Exercise requirements: Print the records exactly and in full, please; the pictures stay out.

Information:
|---|
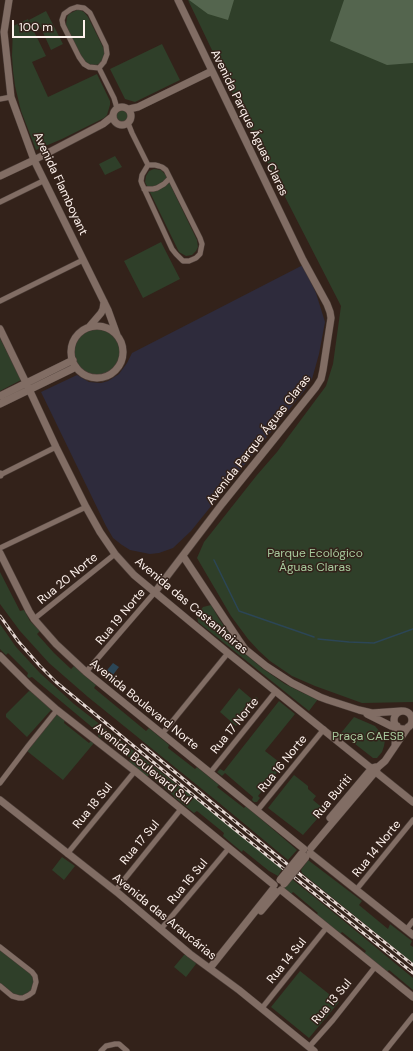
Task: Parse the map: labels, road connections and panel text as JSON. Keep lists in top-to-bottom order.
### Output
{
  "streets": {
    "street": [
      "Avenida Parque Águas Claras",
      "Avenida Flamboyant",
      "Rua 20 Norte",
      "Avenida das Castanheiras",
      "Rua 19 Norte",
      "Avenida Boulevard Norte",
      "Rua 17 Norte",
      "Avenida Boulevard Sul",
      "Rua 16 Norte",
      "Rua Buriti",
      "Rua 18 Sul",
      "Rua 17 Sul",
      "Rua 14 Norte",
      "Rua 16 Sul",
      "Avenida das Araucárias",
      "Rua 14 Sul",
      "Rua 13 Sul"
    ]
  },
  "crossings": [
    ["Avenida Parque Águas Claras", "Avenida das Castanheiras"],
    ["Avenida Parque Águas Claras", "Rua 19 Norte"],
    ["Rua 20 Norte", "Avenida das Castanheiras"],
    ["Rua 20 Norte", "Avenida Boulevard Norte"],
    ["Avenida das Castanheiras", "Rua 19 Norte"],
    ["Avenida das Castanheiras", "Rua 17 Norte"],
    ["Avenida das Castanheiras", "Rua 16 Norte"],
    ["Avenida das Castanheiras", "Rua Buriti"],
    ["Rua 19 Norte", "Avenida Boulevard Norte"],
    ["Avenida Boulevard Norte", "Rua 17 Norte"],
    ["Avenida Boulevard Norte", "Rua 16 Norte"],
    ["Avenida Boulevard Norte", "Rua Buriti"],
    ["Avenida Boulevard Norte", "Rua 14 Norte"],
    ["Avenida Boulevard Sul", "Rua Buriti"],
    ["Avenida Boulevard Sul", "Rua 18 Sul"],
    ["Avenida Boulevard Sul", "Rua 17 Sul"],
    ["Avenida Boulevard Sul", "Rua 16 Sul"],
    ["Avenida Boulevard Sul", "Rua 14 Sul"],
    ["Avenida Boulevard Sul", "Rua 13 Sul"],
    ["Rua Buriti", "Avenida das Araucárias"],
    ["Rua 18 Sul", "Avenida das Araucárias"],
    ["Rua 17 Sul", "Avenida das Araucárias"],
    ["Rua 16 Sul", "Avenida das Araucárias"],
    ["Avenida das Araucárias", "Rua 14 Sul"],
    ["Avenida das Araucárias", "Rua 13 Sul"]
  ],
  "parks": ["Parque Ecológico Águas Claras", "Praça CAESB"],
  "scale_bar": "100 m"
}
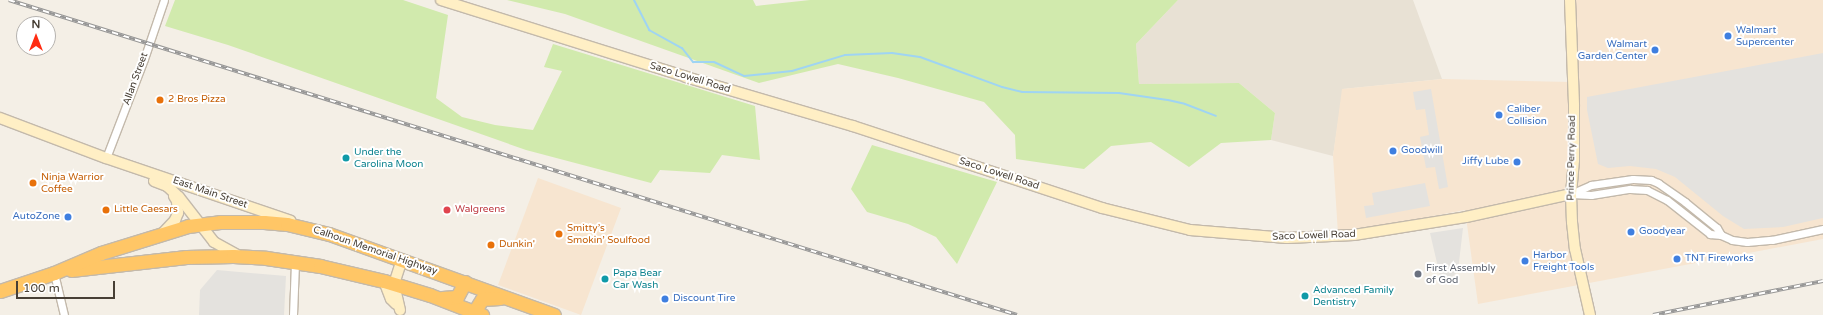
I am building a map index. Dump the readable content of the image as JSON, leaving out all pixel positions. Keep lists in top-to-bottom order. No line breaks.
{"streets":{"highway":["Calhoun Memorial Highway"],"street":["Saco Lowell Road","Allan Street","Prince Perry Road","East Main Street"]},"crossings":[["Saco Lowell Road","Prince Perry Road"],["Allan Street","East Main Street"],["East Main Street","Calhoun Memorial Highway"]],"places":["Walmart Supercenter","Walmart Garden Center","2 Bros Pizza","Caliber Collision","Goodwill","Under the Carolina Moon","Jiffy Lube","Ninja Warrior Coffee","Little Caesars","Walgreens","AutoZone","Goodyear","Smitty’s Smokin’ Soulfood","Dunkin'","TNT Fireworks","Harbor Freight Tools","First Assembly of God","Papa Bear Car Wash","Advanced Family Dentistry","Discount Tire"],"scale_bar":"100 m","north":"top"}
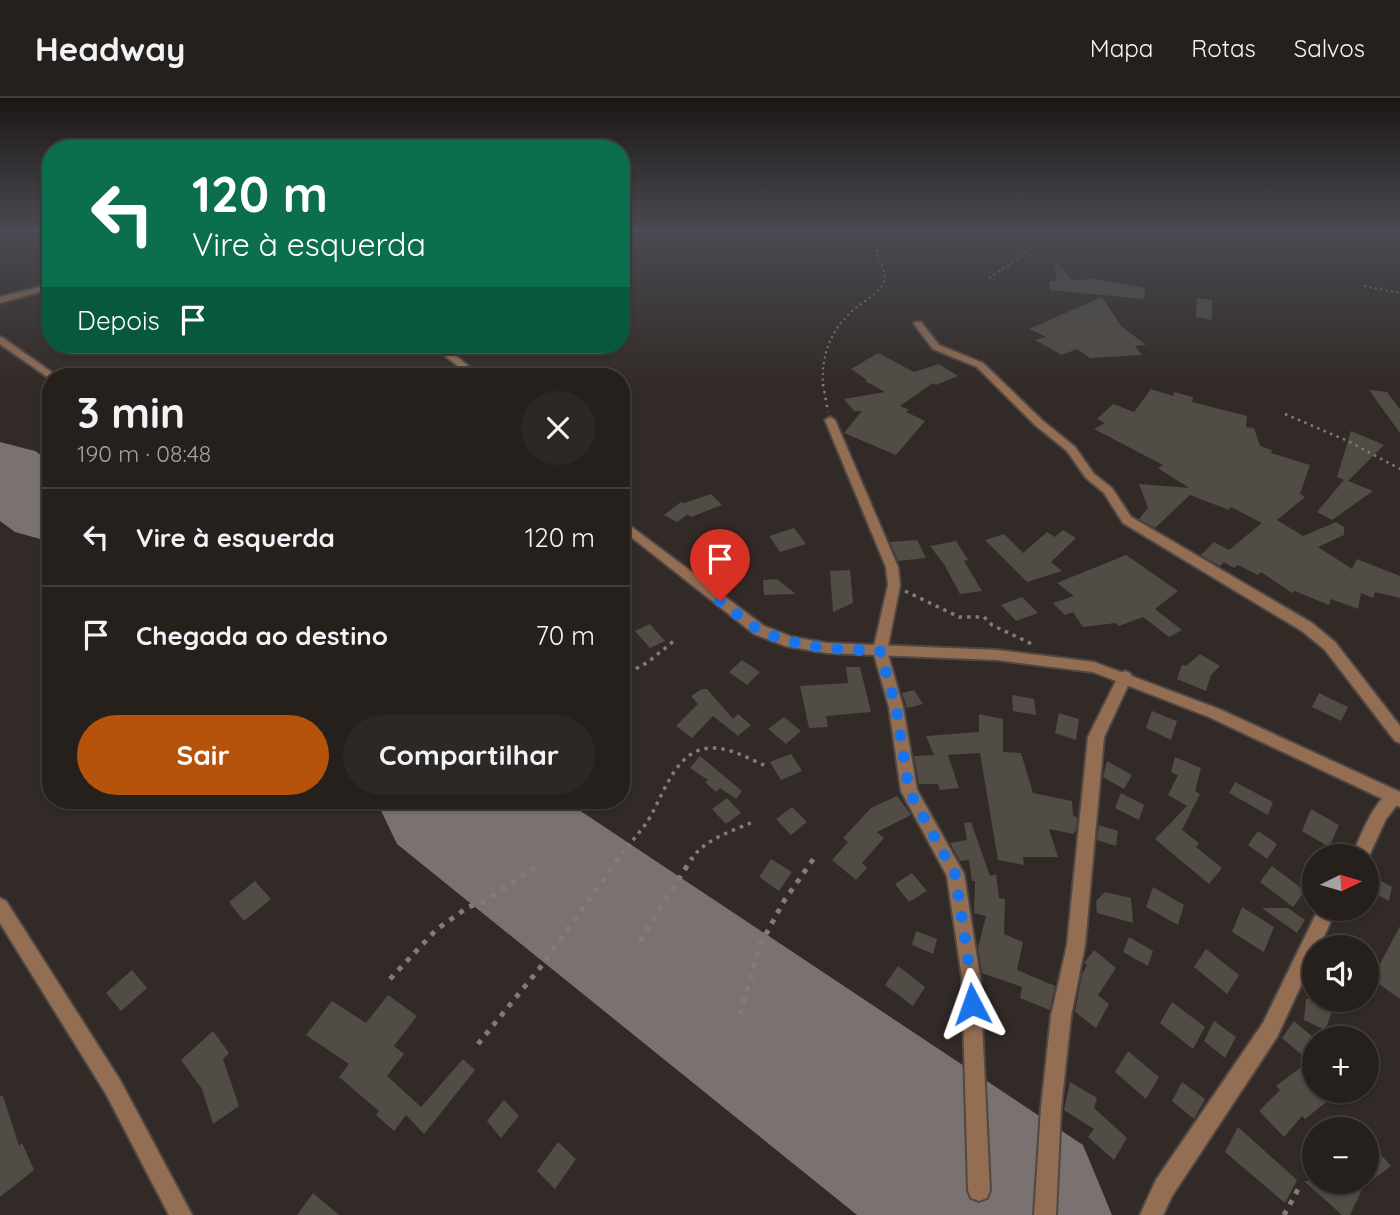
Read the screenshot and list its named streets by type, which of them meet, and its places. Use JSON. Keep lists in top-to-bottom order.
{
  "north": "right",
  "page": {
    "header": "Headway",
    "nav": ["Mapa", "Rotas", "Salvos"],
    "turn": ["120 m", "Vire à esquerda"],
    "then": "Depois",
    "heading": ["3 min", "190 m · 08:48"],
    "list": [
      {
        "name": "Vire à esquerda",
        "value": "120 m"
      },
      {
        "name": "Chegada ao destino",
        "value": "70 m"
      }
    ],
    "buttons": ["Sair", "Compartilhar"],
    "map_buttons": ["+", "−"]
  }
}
|---|
Result:
Task: Parse the map: labels, road connections and panel text as JSON. Keep lists in top-to-bottom order.
### Output
{
  "streets": {
    "street": [
      "Avenida Parque Águas Claras",
      "Avenida Flamboyant",
      "Rua 20 Norte",
      "Avenida das Castanheiras",
      "Rua 19 Norte",
      "Avenida Boulevard Norte",
      "Rua 17 Norte",
      "Avenida Boulevard Sul",
      "Rua 16 Norte",
      "Rua Buriti",
      "Rua 18 Sul",
      "Rua 17 Sul",
      "Rua 14 Norte",
      "Rua 16 Sul",
      "Avenida das Araucárias",
      "Rua 14 Sul",
      "Rua 13 Sul"
    ]
  },
  "crossings": [
    ["Avenida Parque Águas Claras", "Avenida das Castanheiras"],
    ["Avenida Parque Águas Claras", "Rua 19 Norte"],
    ["Rua 20 Norte", "Avenida das Castanheiras"],
    ["Rua 20 Norte", "Avenida Boulevard Norte"],
    ["Avenida das Castanheiras", "Rua 19 Norte"],
    ["Avenida das Castanheiras", "Rua 17 Norte"],
    ["Avenida das Castanheiras", "Rua 16 Norte"],
    ["Avenida das Castanheiras", "Rua Buriti"],
    ["Rua 19 Norte", "Avenida Boulevard Norte"],
    ["Avenida Boulevard Norte", "Rua 17 Norte"],
    ["Avenida Boulevard Norte", "Rua 16 Norte"],
    ["Avenida Boulevard Norte", "Rua Buriti"],
    ["Avenida Boulevard Norte", "Rua 14 Norte"],
    ["Avenida Boulevard Sul", "Rua Buriti"],
    ["Avenida Boulevard Sul", "Rua 18 Sul"],
    ["Avenida Boulevard Sul", "Rua 17 Sul"],
    ["Avenida Boulevard Sul", "Rua 16 Sul"],
    ["Avenida Boulevard Sul", "Rua 14 Sul"],
    ["Avenida Boulevard Sul", "Rua 13 Sul"],
    ["Rua Buriti", "Avenida das Araucárias"],
    ["Rua 18 Sul", "Avenida das Araucárias"],
    ["Rua 17 Sul", "Avenida das Araucárias"],
    ["Rua 16 Sul", "Avenida das Araucárias"],
    ["Avenida das Araucárias", "Rua 14 Sul"],
    ["Avenida das Araucárias", "Rua 13 Sul"]
  ],
  "parks": ["Parque Ecológico Águas Claras", "Praça CAESB"],
  "scale_bar": "100 m"
}
I am building a map index. Dump the readable content of the image as JSON, leaving out all pixel positions. Keep lists in top-to-bottom order. No line breaks.
{"streets":{"highway":["Calhoun Memorial Highway"],"street":["Saco Lowell Road","Allan Street","Prince Perry Road","East Main Street"]},"crossings":[["Saco Lowell Road","Prince Perry Road"],["Allan Street","East Main Street"],["East Main Street","Calhoun Memorial Highway"]],"places":["Walmart Supercenter","Walmart Garden Center","2 Bros Pizza","Caliber Collision","Goodwill","Under the Carolina Moon","Jiffy Lube","Ninja Warrior Coffee","Little Caesars","Walgreens","AutoZone","Goodyear","Smitty’s Smokin’ Soulfood","Dunkin'","TNT Fireworks","Harbor Freight Tools","First Assembly of God","Papa Bear Car Wash","Advanced Family Dentistry","Discount Tire"],"scale_bar":"100 m","north":"top"}
Read the screenshot and list its named streets by type, which of them meet, and its places. Use JSON. Keep lists in top-to-bottom order.
{
  "north": "right",
  "page": {
    "header": "Headway",
    "nav": ["Mapa", "Rotas", "Salvos"],
    "turn": ["120 m", "Vire à esquerda"],
    "then": "Depois",
    "heading": ["3 min", "190 m · 08:48"],
    "list": [
      {
        "name": "Vire à esquerda",
        "value": "120 m"
      },
      {
        "name": "Chegada ao destino",
        "value": "70 m"
      }
    ],
    "buttons": ["Sair", "Compartilhar"],
    "map_buttons": ["+", "−"]
  }
}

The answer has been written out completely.